It is only natural for anyone, during the course of their time on this planet, to wonder how fish breathe. After all, humans and most other mammals need to carry oxygen with them into water, by holding their breath or by tank, just to survive a dip underneath. While fish have a different toolbox for breathing, they do share some structural similarities with other living creatures, including humans, that enable them to just keep living.
How fish breathe in water
In order for a fish to live and breathe, they require oxygen, just like us. Fish and human alike, it’s our blood that needs the oxygen, and it’s the blood that carries it all over the body to keep things running. The heart and brain are of particular concern, as oxygen deprivation to these organs is damaging at best, fatal at worst. So how do we get that oxygen delivered to the blood?
Let us have a look at lungs versus gills. Lungs are how humans breathe in oxygen, gills are how fish breathe oxygen. We have the same basic requirements, only with different respiratory systems. You breathe air through your nose and mouth, and the lungs process it through tiny blood vessels, delivering the oxygen to the blood, which in turn oxygenates every cell in your body. Your lungs then exhale all of the ‘waste’ that your body doesn’t need to go on.
So if fish need oxygen to breathe just like us, why isn’t the air good enough? The answer is because of their gills. Gills are slits present on either side of the esophagus, behind the fish’s mouth. Water, as you know from science class, is comprised of two different hydrogen atoms, along with one oxygen. Therefore, fish get all the oxygen they need to breathe from the water they’re swimming in. Of course, water is not as oxygen-rich as the air we breathe in so effortlessly, but fish are evolved to deal with this. Gills are on the surface of the fish, so they don’t have to perform any actions other than swimming to keep them working on getting the oxygen from the water, and the faster they swim, the faster the water will flow through. Therefore, swimming is the fish equivalent to taking in a big breath of air. Gills, when compared to the overall size of the fish, also have quite an impressive surface area, so a good amount of water is being processed for oxygen at all times. Fish typically sport a few gills on either side of their heads. Additionally, take into account that fish are cold-blooded creatures, whereas we humans are warm-blooded. Cold-blooded animals do not require the amounts of oxygen that we do. It is a perfect storm of favorable features that have kept fish breathing for hundreds of millions of years.
While it is our blood vessels, or capillaries, inside of the lungs that exchange gases, filaments covered in epithelial cells of the fish’s gill does the work for them, taking in oxygen and exchanging carbon dioxide. So the function is quite the same, it is the scenery that is so drastically different. And the salt content of the water is taken into account by the nature of the fish, too. Gills contain chloride cells, which disallows too much sodium from salty seawater from entering into the fish’s bloodstream. A fish that doesn’t breathe in the sea, but a river on land, has fewer of these cells, and can retain enough water to stabilize their sodium levels. Again, this is akin to a human requirement- we need salt, but too much can be fatal.
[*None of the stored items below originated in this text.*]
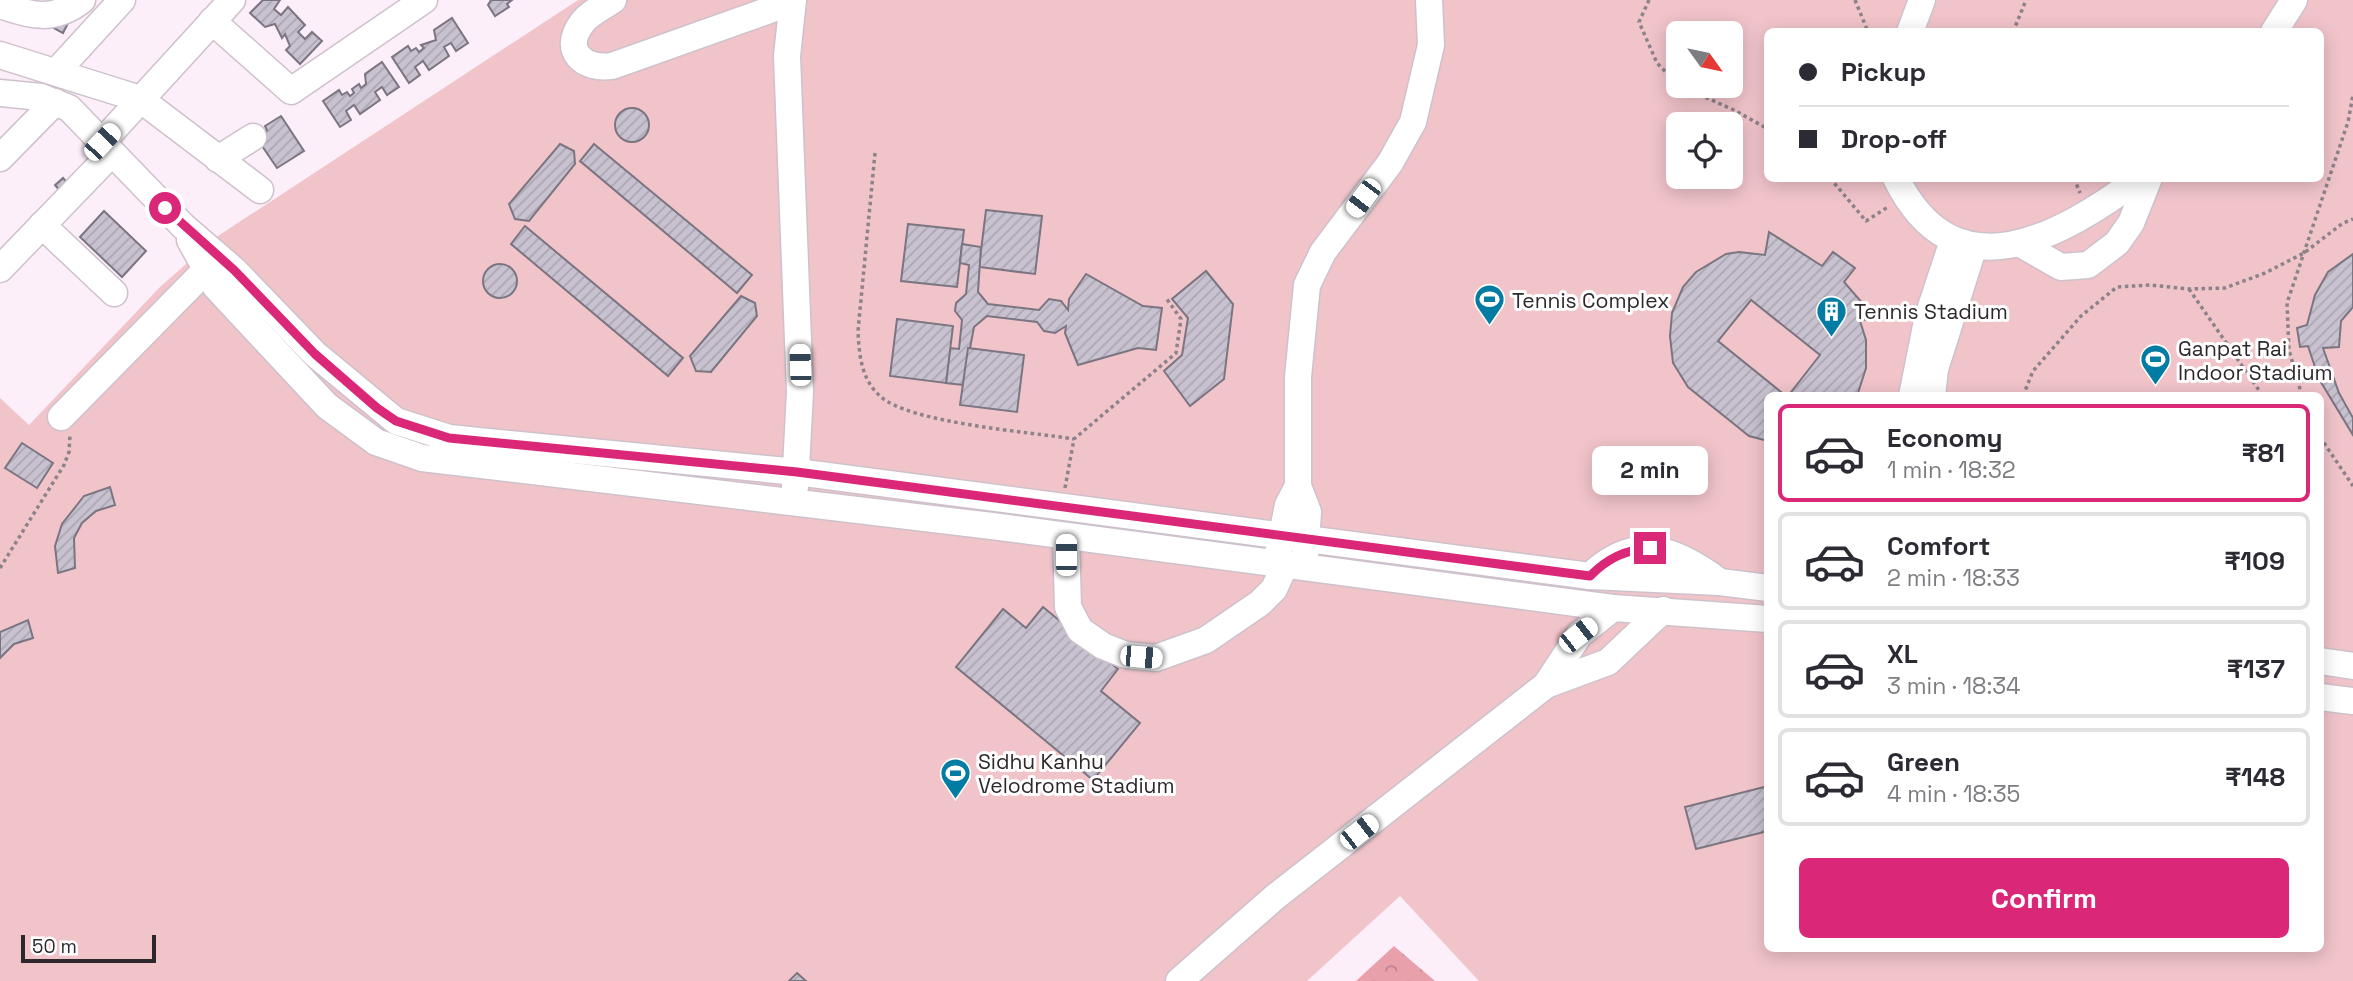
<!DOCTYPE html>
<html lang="en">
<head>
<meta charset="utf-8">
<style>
  body { margin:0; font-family:"Space Grotesk",sans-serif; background:#f7f7f7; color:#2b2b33; height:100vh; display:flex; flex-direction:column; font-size:26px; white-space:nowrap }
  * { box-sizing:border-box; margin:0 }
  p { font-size:23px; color:#7c7c81 }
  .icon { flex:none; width:38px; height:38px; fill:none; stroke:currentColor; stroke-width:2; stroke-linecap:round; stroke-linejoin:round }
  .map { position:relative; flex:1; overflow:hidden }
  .drawer { position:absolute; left:1764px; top:392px; width:560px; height:560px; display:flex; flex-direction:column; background:#fff; border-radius:10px; box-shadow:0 4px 18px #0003 }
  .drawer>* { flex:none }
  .banner { position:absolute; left:1764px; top:28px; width:560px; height:154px; border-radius:10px; box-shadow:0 4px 18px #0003; display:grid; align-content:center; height:154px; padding:0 35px; background:#fff }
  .needle { width:46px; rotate:123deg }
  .fabs { position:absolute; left:1666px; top:21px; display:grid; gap:14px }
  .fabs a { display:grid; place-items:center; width:77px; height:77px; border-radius:10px; background:#fff; box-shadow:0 4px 18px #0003; font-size:35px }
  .scale { position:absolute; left:21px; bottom:18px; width:135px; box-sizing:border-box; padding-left:7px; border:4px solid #2d282c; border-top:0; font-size:19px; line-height:24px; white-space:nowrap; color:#2d282c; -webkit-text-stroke:5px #fff; paint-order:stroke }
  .end { position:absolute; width:32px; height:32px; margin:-16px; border:9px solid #db2777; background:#fff; box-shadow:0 0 0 4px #fff }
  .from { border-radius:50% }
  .bubble { position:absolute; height:49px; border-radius:10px; background:#fff; box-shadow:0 4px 18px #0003; font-size:23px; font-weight:600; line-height:49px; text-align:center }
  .car { position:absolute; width:21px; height:42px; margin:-21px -10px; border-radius:9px; box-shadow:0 0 5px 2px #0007; background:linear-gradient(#fff 24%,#345 0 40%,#fff 0 76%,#345 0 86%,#fff 0) }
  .banner b { display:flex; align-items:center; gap:24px; height:66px; font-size:26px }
  .banner b+b { border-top:2px solid #e1e1e2 }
  .banner i { width:18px; height:18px; background:#2b2b33 }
  ul { padding:12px 0 0; list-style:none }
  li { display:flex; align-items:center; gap:21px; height:98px; margin:0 14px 10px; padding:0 21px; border:4px solid #e1e1e2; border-radius:10px }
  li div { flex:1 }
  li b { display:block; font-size:26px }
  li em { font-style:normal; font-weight:600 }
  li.active { border-color:#db2777 }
  li>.icon { width:63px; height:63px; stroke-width:1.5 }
  .primary-button { display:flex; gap:14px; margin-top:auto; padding:14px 35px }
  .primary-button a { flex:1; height:80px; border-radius:10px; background:#db2777; color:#fff; font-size:28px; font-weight:600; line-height:80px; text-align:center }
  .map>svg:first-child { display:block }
  .grass { fill:#f1c4ca; fill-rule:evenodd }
  .forest { fill:url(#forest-crowns) }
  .building { fill:url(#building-hatch); stroke:#7b7581; stroke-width:2 }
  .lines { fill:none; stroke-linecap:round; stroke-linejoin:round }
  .minor-casing { stroke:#cec1cc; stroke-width:29 }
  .path { stroke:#8c838a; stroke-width:3.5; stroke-dasharray:3.5 3.5; stroke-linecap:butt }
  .minor { stroke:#fff; stroke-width:26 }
  .route { stroke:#db2777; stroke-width:9 }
  .labels { text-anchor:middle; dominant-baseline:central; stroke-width:6; stroke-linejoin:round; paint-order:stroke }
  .poi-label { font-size:21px; fill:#2d282c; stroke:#fff; text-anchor:start }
</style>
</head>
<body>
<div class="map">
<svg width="2353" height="981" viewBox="0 0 2353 981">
  <defs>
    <pattern id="forest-crowns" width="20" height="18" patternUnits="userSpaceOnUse" patternTransform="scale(1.75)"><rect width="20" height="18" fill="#e8a0ab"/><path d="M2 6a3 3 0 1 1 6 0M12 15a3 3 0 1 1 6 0" fill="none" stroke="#bc828b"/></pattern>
    <pattern id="building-hatch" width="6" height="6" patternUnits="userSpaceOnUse" patternTransform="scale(1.75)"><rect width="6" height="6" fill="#c8c1cf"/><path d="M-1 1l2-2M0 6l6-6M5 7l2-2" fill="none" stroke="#aca6b2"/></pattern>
  </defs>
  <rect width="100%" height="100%" fill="#fceffa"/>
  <!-- grass -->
  <path class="grass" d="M578,0H2353V981H1479L1400,896L1307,981H0V398L29,425L160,287L218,236ZM1768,32H2320V178H1768ZM1678,33H1731V86H1678ZM1678,124H1731V177H1678ZM1768,396H2320V948H1768Z"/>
  <!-- forest -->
  <path class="forest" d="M1394,946L1435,981H1356Z"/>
  <!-- building -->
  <g class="building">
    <path d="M263,0H280L274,9L281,15L288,7L305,25L298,32L305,39L312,32L322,41L300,64L286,50L290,46L285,34L282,38L275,24L265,27L250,13Z"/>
    <path d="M491,0H512L507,4L509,7L495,16L488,5Z"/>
    <path d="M452,18L468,43L456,51L451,43L444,47L449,56L429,70L423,61L415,67L420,75L409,83L392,57L408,46L411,51L416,48L419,52L424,48L421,45L436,40L434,30Z"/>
    <path d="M68,23L63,33L54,28L53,25Z"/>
    <path d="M382,62L399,87L387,95L382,87L375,92L380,100L360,114L354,105L346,111L351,120L340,127L323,101L339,90L342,95L347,92L350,96L354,93L352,89L359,84L361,88L366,84L365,74Z"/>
    <circle cx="632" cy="125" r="17"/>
    <path d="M281,116L304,151L277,168L258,140L267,130L265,126Z"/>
    <path d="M560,144L574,151L575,164L529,221L515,219L509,204Z"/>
    <path d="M594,144L752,275L737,293L580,161Z"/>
    <path d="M63,178L69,185L61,192L55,185Z"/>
    <path d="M986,210L1042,216L1035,274L979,267Z"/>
    <path d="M104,211L146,251L122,277L80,237Z"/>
    <path d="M908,224L964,230L957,287L901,281Z"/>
    <path d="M525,226L683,358L668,376L511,244Z"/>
    <path d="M1769,232L1822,266L1833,252L1855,268L1844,282L1864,305L1867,319L1860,321L1866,340V368L1857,396H1788L1820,355L1751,300L1718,341L1786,396H1768V441L1749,436L1688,387L1673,363L1670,336L1672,313L1683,287L1696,272L1726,254L1739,252L1765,255Z"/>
    <path d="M962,244L981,247L978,292L988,304L1039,310L1049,299L1061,301L1068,310L1069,299L1086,274L1143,306L1162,308L1156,350L1138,348L1078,365L1065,333L1066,326L1055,333L1044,331L1037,322L987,316L974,327L963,385L946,383L950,348L959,349L962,320L955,311L956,303L966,294L969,265L960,263Z"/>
    <path d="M2353,254V307L2341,321L2339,347L2323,348L2339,393L2353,418V435L2319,379L2308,346L2300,347L2297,328L2307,325L2315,295L2328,272Z"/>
    <circle cx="500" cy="281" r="17"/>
    <path d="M1206,271L1233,304L1224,379L1190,406L1164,371L1182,355L1188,318L1172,299Z"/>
    <path d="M741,296L755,303L757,316L711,372L696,371L690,356Z"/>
    <path d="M897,319L953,326L946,383L890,376Z"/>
    <path d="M968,348L1024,355L1017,412L960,405Z"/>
    <path d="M22,443L53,463L37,488L5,468Z"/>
    <path d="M110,487L115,505L96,511L82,523L74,538L75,568L58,573L55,546L62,524L84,496Z"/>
    <path d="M1043,607L1118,669L1101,691L1140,723L1093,780L956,667L1003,609L1026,628Z"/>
    <path d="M28,620L33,638L14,644L0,658V632Z"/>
    <path d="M1768,786V831L1696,849L1685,807Z"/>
    <path d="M797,973L806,981H789Z"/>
  </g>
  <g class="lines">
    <defs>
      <g id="minor">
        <path d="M613,0C603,7 589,13 582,23C561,51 584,70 612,66L792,2"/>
        <path d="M793,0L787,56L800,392L795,487"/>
        <path d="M0,5C31,16 54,22 82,0"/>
        <path d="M212,21L291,91L424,0"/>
        <path d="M1910,32L1922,0"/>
        <path d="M2274,32L2294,0"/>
        <path d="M0,55L140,99L260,190"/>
        <path d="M57,71L122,0"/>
        <path d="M0,93L41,97L69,108L183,226L234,270L315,354L396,421L449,438L797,472L1590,576L1720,582L1768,588"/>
        <path d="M102,142L232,0"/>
        <path d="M0,158L55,102"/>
        <path d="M218,159L253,137"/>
        <path d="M1896,178C1955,298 2061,236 2140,178"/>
        <path d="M42,225L114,293"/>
        <path d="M190,240L216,287L327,406L376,442L422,458L992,526L1613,608L1768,619"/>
        <path d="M2019,243L2061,267L2088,265L2117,243L2131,223L2149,178"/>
        <path d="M0,269L112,153"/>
        <path d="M1912,396L1928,316L1953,241"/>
        <path d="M1932,396L1935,369L1974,246"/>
        <path d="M61,417L206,270"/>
        <path d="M1066,536L1068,607L1080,630L1103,646L1126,655L1156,658L1206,640L1260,603L1274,589L1285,565"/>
        <path d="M1278,554L1288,505L1298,486"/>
        <path d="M1305,556L1308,512L1298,486V377L1307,285L1323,252L1390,163L1413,122L1431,45L1429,0"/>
        <path d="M1590,576C1635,533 1675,548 1720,582"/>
        <path d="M2320,661L2353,666"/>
        <path d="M1546,685L1579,635L1613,608"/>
        <path d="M2320,697L2353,701"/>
        <path d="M1179,981L1275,897L1546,685L1608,662L1663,610"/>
      </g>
    </defs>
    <!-- minor casing -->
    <use href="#minor" class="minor-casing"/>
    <!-- path -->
    <g class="path">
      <path d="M1649,0L1639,22L1657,63L1678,85"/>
      <path d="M1855,0L1868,32"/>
      <path d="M2013,32L2026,0"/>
      <path d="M1680,86L1734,110L1768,129"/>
      <path d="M875,153L858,331C859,354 861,379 880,396C908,423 1031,432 1074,439"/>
      <path d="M1830,178L1866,221L1888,207"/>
      <path d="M2074,178L2080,193"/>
      <path d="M2189,289L2263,396"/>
      <path d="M2023,396L2033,371L2081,316L2117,287L2150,285L2189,289L2225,288L2265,273L2304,253L2343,223L2353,219"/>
      <path d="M2302,396L2289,350L2287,303L2348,122L2353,95"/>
      <path d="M2320,437L2353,486"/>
      <path d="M1065,488L1074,439L1176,353L1181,319L1166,298"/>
      <path d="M0,568L64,465L69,452L70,435"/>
    </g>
    <!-- minor -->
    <use href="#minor" class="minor"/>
  </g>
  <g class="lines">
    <!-- route -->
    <path class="route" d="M165,208L234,270L315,354L377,408L396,421L449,438L797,472L1590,576C1608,558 1625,550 1650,548"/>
  </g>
  <!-- icons -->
  <defs>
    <symbol id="stadium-pin" viewBox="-11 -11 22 30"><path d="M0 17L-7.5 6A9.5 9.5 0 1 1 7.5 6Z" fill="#037ca3" stroke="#fff"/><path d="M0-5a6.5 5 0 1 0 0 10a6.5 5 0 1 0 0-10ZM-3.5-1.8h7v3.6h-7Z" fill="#fff"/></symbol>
    <symbol id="building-pin" viewBox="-11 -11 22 30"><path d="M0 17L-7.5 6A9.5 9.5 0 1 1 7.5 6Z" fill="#037ca3" stroke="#fff"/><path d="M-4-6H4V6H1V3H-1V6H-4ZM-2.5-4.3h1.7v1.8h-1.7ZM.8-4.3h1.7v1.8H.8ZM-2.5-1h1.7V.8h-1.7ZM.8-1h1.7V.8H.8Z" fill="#fff"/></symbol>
  </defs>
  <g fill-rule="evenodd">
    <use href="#stadium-pin" x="1472" y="282" width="35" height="47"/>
    <use href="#building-pin" x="1814" y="294" width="35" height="47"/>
    <use href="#stadium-pin" x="2138" y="342" width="35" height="47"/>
    <use href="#stadium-pin" x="938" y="756" width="35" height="47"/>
  </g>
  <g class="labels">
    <!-- poi labels -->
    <g class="poi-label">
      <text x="1512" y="300">Tennis Complex</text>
      <text x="1854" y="311">Tennis Stadium</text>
      <text x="2178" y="348">Ganpat Rai<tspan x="2178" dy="24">Indoor Stadium</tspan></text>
      <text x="978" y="761">Sidhu Kanhu<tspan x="978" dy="24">Velodrome Stadium</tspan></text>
    </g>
  </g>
</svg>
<div class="fabs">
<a><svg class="needle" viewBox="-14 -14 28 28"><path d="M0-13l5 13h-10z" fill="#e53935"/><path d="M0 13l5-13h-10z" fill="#7c7c81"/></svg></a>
<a><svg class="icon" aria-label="locate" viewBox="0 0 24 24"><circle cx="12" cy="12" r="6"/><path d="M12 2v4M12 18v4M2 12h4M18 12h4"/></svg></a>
</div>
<div class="scale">50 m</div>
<i class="end from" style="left:165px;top:208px"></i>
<i class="end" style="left:1650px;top:548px"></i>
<div class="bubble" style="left:1592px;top:446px;width:116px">2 min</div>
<i class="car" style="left:102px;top:142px;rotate:43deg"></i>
<i class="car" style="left:1363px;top:198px;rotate:217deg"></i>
<i class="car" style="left:800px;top:365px;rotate:358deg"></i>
<i class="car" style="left:1066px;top:555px;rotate:0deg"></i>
<i class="car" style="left:1578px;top:635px;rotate:52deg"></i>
<i class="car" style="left:1141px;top:657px;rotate:95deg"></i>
<i class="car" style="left:1359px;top:832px;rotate:52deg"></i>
<div class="banner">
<b><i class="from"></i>Pickup</b>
<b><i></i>Drop-off</b>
</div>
<section class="drawer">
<ul>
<li class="active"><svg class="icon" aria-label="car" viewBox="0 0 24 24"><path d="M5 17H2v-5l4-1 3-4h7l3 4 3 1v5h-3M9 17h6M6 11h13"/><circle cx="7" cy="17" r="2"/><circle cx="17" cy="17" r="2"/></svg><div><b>Economy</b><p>1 min · 18:32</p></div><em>₹81</em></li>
<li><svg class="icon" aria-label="car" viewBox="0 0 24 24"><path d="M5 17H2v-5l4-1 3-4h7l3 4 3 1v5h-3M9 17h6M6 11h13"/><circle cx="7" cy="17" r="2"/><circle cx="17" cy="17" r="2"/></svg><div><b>Comfort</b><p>2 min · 18:33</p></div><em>₹109</em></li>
<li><svg class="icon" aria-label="car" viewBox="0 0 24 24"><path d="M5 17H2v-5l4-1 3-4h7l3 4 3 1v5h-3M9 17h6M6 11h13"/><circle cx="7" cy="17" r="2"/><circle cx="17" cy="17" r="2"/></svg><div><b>XL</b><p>3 min · 18:34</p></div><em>₹137</em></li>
<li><svg class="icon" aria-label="car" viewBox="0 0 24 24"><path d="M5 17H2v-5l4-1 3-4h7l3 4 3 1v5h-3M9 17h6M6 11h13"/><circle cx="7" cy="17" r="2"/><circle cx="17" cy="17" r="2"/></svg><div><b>Green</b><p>4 min · 18:35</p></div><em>₹148</em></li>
</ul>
<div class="primary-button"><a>Confirm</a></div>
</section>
</div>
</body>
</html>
The waters flow in a way that helps fish breathe. This process is called countercurrent flow, and it’s a stroke of nature’s genius that humans have observed and emulated in industry and enterprise. It involves the blood of the fish and the water it is swimming in flowing in opposite directions. This is so effective because a fish’s heart only pumps blood in one direction. When water is rushing over the gills opposite the direction of blood flow, the water will always contain more oxygen, keeping the oxygen diffusion process going, as opposed to the fifty percent oxygen threshold satisfied in same-direction waters.
So, why don’t the gills breathe air? They could, except that they are not structurally sound for processing air, and in fact they will cave in, dry up, and stick shut when exposed to air for too long. Those filaments mentioned earlier are very feathery, and can also be compared to tissue paper- either way, they are extremely delicate, and need water running over them to remain expressed. Fish die soon after being removed from the water because their gills simply cannot stay adequately moisturized and open, so they essentially, for lack of a better term, drown on dry land.
Realizing how fish breathe, how the water contains everything they need, begs the question of water quality. Fish either cannot breathe in heavily polluted waters, or are poisoned by it, and as a result they die. Suffocation happens when the pollution in the water is at such a level that the oxygen is depleted. This too is like drowning, and is a horrible way to die. About seventy percent of the planet is covered in water, and around seventy percent of industrial waste is dumped into those very waters. In the United States alone, nearly half of the rivers are considered too polluted for aquatic life to thrive. Fish species are going extinct at a rate five times that of land animals, and with climate change and lax environmental regulations on corporations that produce chemicals, as well as nuclear waste, those numbers will only continue to climb. Humans can help by recycling, composting, and never littering, but calling attention to the waste disposal practices of industries in your area is a very effective way of making your community think about the future of the fish they eat. A fish can only breathe if we let them.